[Collected data]
------------------------------------------------

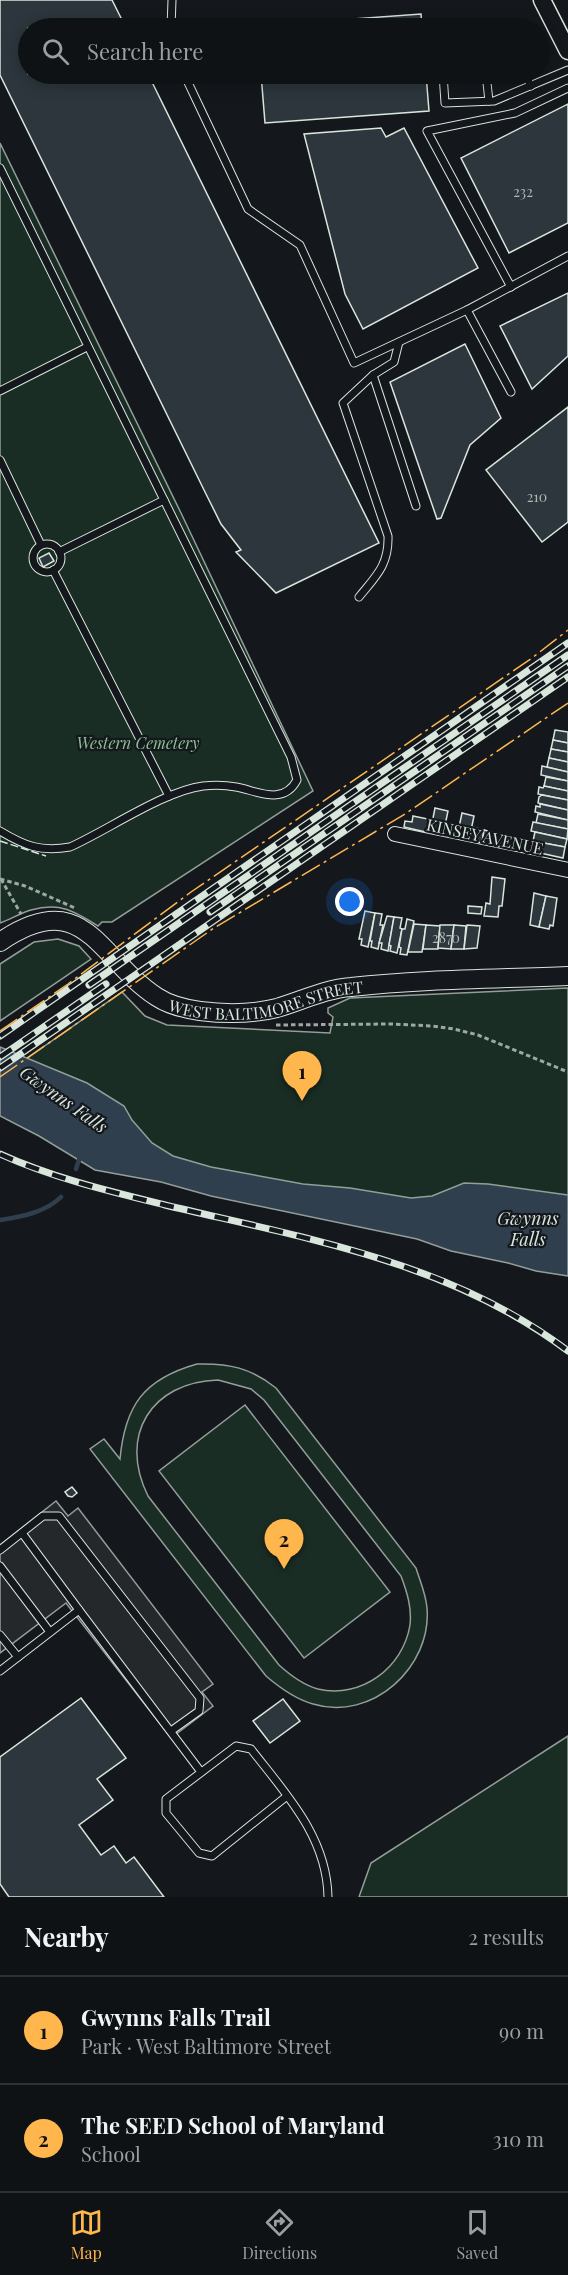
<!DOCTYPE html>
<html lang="en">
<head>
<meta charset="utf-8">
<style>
  :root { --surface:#0f1215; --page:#1d2022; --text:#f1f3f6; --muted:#9b9ea0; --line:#2f3234; --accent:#ffb74d }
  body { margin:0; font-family:"Playfair Display",serif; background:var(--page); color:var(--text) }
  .you { position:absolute; left:350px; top:902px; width:21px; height:21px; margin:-15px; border:4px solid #fff; border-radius:50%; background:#1a73e8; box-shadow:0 0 0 9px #1a73e833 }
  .badge { display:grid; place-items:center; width:39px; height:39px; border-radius:50%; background:var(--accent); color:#111; font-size:20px; font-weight:700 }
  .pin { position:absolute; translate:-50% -50px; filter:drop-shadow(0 2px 3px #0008) }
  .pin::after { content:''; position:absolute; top:32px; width:21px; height:18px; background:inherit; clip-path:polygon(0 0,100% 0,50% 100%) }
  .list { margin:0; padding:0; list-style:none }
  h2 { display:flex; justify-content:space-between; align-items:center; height:78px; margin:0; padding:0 24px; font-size:26px }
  h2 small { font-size:20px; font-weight:400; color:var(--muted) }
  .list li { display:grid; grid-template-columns:39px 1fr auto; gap:18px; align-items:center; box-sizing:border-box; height:108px; padding:0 24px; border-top:2px solid var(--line) }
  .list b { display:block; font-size:22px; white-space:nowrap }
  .list p { margin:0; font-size:20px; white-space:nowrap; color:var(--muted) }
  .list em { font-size:20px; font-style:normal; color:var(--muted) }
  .icon { flex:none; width:33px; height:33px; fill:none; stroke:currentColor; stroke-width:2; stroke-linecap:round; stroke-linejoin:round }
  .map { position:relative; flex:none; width:568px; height:1897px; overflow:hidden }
  .search { position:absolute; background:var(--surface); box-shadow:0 3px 15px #0003; left:18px; right:18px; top:18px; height:66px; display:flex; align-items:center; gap:15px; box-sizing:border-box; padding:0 21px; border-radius:33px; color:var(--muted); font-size:22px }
  .sheet { height:294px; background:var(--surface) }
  nav { display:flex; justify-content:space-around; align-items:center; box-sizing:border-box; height:84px; border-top:2px solid var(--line); background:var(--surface); font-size:16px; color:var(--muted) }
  nav a { display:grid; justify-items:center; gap:3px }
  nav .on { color:var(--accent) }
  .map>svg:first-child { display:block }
  .green { fill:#1a2d24; stroke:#939e99; stroke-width:1.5; fill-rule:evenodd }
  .parking { fill:#24282b; stroke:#939e99; stroke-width:1.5 }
  .water { fill:#2f3f4d; stroke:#939e99; stroke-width:1.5 }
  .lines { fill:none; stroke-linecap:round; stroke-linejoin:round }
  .stream { stroke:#2f3f4d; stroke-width:4.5 }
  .building { fill:#2c363c; stroke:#d8e6dc; stroke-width:1.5 }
  .service-casing { stroke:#d8e6dc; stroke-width:9 }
  .minor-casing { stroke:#d8e6dc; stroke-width:16 }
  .tertiary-casing { stroke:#d8e6dc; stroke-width:19 }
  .secondary-casing { stroke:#d8e6dc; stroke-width:20 }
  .path { stroke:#9da8a2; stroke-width:3; stroke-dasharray:4.5 3; stroke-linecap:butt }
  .service { stroke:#14181c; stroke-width:7 }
  .minor { stroke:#14181c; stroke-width:14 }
  .tertiary { stroke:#14181c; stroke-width:16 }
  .secondary { stroke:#14181c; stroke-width:18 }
  .rail-casing { stroke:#d8e6dc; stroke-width:7 }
  .rail { stroke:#14181c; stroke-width:4.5; stroke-dasharray:14; stroke-linecap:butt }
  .fence { stroke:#d8e6dc; stroke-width:1.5; stroke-dasharray:8 3; stroke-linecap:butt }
  .power { stroke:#ffb74d; stroke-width:1.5; stroke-dasharray:21 4.5 3 4.5; stroke-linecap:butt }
  .labels { text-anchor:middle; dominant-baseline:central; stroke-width:4.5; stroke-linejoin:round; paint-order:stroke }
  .number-label { font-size:14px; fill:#adbab4 }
  .park-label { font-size:16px; font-style:italic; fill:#8ac095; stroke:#14181c }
  .street-label { font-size:16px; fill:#d8e6dc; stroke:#14181c }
  .water-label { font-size:18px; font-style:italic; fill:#d8e6dc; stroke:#14181c }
</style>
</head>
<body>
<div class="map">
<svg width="568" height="1897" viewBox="0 0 568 1897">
  <rect width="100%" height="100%" fill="#14181c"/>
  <g class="green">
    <path d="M0,143l181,370 132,278 -201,131h-10l-4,4c-24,-15 -38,-24 -67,-16 -11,3 -21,10 -31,13z"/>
    <path d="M58,939l21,7 12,13 -91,62v-57l34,-22z"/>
    <path d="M568,988v220l-162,8 -197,-35 -206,-106 119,-83 23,24 22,9 163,8 3,-16 -5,-4v-5l22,-10z"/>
    <path d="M197,1364c32,-1 54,4 79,24l140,180c4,13 10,26 11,40 5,59 -55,114 -114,96 -18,-5 -33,-16 -47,-28l-176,-227 14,-10 16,20c5,-54 24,-80 77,-95zM218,1380l33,9 13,11 137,176c6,16 11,32 9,49 -7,43 -49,74 -92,64 -15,-4 -28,-14 -39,-24l-131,-169c-30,-60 3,-114 70,-116z"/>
    <path d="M245,1405l145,187 -86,66 -145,-187z"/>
    <path d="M568,1736v161h-209l12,-34z"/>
  </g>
  <path class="parking" d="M56,1501l12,15 10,-8 135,176 -11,8 11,14 -42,32 -105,-135 -66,50v-108z"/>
  <path class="water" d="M0,1047l87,36 37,23 8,14 20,23 21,13 38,11 92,17 47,4 61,10 21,-2 32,-13 24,1 80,11v81l-32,-5 -28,-8 -57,-12 -34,-12 -206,-43 -50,-14 -66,-12 -56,-34 -39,-20z"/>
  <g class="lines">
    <g class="stream">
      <path d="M76,1169l4,-12"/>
      <path d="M0,1220c21,-3 46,-8 61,-23"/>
    </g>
  </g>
  <g class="building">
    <path d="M0,0h112l14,28h-98v46h120l231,469 -103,50 -40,-41 5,-2 -20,-26 -15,-30 -206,-419z"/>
    <path d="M421,14l1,14h-165v-2z"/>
    <path d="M261,74h165l3,37 -164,12z"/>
    <path d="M568,104v119l-59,30 -48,-95z"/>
    <path d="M381,128l5,9 18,-9 74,140 -115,61 -18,-35 -41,-160z"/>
    <path d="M568,293v63l-36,33 -32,-63z"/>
    <path d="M465,344l36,74 -31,27 -29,73 -4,1 -47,-137z"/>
    <path d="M568,407v115l-26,20 -56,-72z"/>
    <path d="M49,553l5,8 -11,6 -4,-9z"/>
    <path d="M555,730l13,2v11l-15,-3z"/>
    <path d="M553,740l15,3v9l-17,-3z"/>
    <path d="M551,749l17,3v10l-19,-4z"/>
    <path d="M549,758l19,4v10l-21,-5z"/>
    <path d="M542,766l26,6v9l-27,-6z"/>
    <path d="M546,777l22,4v10l-24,-5z"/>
    <path d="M544,786l24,5v9l-30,-6 1,-7 4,1z"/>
    <path d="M542,795l26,5v10l-30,-7 1,-6z"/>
    <path d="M540,804l28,6v10l-33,-8 1,-6 4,1z"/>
    <path d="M435,808l13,3 -5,24 -13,-2z"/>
    <path d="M462,813l12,3 -5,24 -12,-3z"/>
    <path d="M538,814l30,6v9l-32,-6z"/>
    <path d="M413,816l20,4 -3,13 -26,-6 1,-6 7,1z"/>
    <path d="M533,822l35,7 -1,10 -36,-8z"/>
    <path d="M472,827l12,3 -2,13 -13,-3z"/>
    <path d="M484,830l12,3 -2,12 -12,-2z"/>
    <path d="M535,832l32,7 -2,8 -32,-6z"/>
    <path d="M496,833l13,2 -3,13 -12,-3z"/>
    <path d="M533,841l32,6 -2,11 -32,-7z"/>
    <path d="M492,877l13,2 -3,27h-3l-1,11 -14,-1 2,-13 4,1z"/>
    <path d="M534,893l12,3 -7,31 -9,-2z"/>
    <path d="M546,896l11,2 -4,28 -3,-1 -1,4 -10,-2z"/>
    <path d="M468,906l14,1 -1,7 -13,-1z"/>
    <path d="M365,911l10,2 -7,34 -7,-2 1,-6h-3z"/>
    <path d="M375,913l7,1 -2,11h3l-5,24 -7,-2 1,-6h-2z"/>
    <path d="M387,916l7,1 -6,34 -7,-2 1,-6h-3z"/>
    <path d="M394,917l8,1 -2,10 2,1 -5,24 -7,-2 1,-5 -2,-1z"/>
    <path d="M407,919l7,2 -7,34 -7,-1 1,-6 -2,-1 3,-18h3z"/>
    <path d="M414,924l12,1 -4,27h-14z"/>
    <path d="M426,925l14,1 -2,23h-15z"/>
    <path d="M440,925h14l-3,24 -13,-1z"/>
    <path d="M454,925l12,1 -2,23h-13z"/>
    <path d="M467,925l13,1 -3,22 -13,1z"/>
    <path d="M72,1487l5,6 -5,4 -4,-1 -3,-4z"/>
    <path d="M81,1698l45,60 -29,21 16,21 -34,25 22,30 13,-9 12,17 8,-6 30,40h-155l-9,-13v-127z"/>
    <path d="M283,1699l17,22 -30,22 -17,-22z"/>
  </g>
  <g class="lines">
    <defs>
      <g id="service">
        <path d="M171,28l1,-28"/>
        <path d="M184,74l64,135 52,36 54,118 113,-53 101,-54"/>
        <path d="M443,74l2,29 49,-2 74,-31"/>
        <path d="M486,74l3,27"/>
        <path d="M525,74l6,12"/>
        <path d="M0,168l164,332 -105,52"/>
        <path d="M511,287l-84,-156 88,-18 53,-25"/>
        <path d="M467,310l44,82"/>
        <path d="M399,342l-5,20 -21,13 43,131"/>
        <path d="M0,391l87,-44"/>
        <path d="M0,460l41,85"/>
        <circle cx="47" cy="558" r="14"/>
        <path d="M53,570l116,226"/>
        <path d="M359,597c17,-21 30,-32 29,-61l-45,-133 30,-28"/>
        <path d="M0,831c25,15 40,21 70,16 38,-17 94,-56 133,-61 11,-1 22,-1 33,1 22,4 47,19 61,-7l-6,-23 -127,-257"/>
        <path d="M22,1533l57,77"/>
        <path d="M0,1550l43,-34h16l141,182 -1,13 -28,20"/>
        <path d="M0,1566l50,66"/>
        <path d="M0,1635l18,22"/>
        <path d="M0,1671l79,-61 122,162"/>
        <path d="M287,1796l-75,60 -13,-3 -33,-40v-14l70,-53 15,3c35,45 76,88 77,148"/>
      </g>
      <path id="minor" d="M395,834l173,36"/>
      <path id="tertiary" d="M542,0l26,51"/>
      <g id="secondary">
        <path id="s1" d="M0,942c85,-58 98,17 157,55 12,8 29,12 43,14 24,3 53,3 77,-3 24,-7 48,-19 74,-21 71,-8 145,-8 217,-11"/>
      </g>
    </defs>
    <use href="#service" class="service-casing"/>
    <use href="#minor" class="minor-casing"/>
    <use href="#tertiary" class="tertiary-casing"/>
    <use href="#secondary" class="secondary-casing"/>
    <g class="path">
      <path d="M0,879l25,7 50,22"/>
      <path d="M1,879l20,35"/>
      <path d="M276,1025l116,-1 40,2 22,3 24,6 90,37"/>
    </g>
    <use href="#service" class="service"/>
    <use href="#minor" class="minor"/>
    <use href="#tertiary" class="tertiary"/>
    <use href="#secondary" class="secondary"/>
    <defs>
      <g id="rail">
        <path d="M210,912l358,-246"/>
        <path d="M89,985l479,-330"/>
        <path d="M0,1036l568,-393"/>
        <path d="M0,1057l106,-73"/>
        <path d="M0,1068l568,-391"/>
        <path d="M0,1154c53,24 108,37 165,51 139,33 286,57 403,146"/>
      </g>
    </defs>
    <use href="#rail" class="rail-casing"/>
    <use href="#rail" class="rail"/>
    <path class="fence" d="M0,841l46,15"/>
    <g class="power">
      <path d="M0,1031l68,-47 123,-92 341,-234 36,-28"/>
      <path d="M0,1077l214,-149 191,-114 163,-111"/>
    </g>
  </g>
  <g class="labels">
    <g class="number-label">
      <text x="523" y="191">232</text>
      <text x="537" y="496">210</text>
      <text x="446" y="937">2870</text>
    </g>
    <g class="park-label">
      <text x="138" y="742">Western Cemetery</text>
    </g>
    <g class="street-label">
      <text transform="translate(485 836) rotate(12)">KINSEY AVENUE</text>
      <text stroke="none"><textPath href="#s1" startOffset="303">WEST BALTIMORE STREET</textPath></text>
    </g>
    <g class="water-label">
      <text transform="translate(64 1099) rotate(35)">Gwynns Falls</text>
      <text x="528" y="1218">Gwynns<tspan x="528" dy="21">Falls</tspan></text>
    </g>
  </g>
</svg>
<div class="you"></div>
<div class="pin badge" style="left:302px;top:1101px">1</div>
<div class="pin badge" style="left:284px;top:1569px">2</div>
<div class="search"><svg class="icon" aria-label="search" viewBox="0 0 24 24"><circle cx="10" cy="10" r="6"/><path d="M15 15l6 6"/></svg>Search here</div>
</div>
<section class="sheet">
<h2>Nearby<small>2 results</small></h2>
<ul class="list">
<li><span class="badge">1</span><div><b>Gwynns Falls Trail</b><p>Park · West Baltimore Street</p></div><em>90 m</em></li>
<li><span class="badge">2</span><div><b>The SEED School of Maryland</b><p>School</p></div><em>310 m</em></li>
</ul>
</section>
<nav>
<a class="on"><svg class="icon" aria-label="map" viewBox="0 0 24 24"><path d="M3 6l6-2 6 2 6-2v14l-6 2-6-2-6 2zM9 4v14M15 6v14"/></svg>Map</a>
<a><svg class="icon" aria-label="directions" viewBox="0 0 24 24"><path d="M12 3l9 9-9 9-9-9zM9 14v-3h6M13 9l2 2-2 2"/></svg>Directions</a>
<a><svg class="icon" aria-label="saved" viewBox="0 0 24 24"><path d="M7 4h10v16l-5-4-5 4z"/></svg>Saved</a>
</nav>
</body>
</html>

------------------------------------------------

▸ TASK DIRECTIONS
What you give back should be exactly the lines of the data above from the line with "position:absolute; translate:-50% -50px;" through the line with "flex:none; width:33px; height:33px;", both of those included, and nothing more.

▸ SOLUTION TO THIS EXERCISE
  .pin { position:absolute; translate:-50% -50px; filter:drop-shadow(0 2px 3px #0008) }
  .pin::after { content:''; position:absolute; top:32px; width:21px; height:18px; background:inherit; clip-path:polygon(0 0,100% 0,50% 100%) }
  .list { margin:0; padding:0; list-style:none }
  h2 { display:flex; justify-content:space-between; align-items:center; height:78px; margin:0; padding:0 24px; font-size:26px }
  h2 small { font-size:20px; font-weight:400; color:var(--muted) }
  .list li { display:grid; grid-template-columns:39px 1fr auto; gap:18px; align-items:center; box-sizing:border-box; height:108px; padding:0 24px; border-top:2px solid var(--line) }
  .list b { display:block; font-size:22px; white-space:nowrap }
  .list p { margin:0; font-size:20px; white-space:nowrap; color:var(--muted) }
  .list em { font-size:20px; font-style:normal; color:var(--muted) }
  .icon { flex:none; width:33px; height:33px; fill:none; stroke:currentColor; stroke-width:2; stroke-linecap:round; stroke-linejoin:round }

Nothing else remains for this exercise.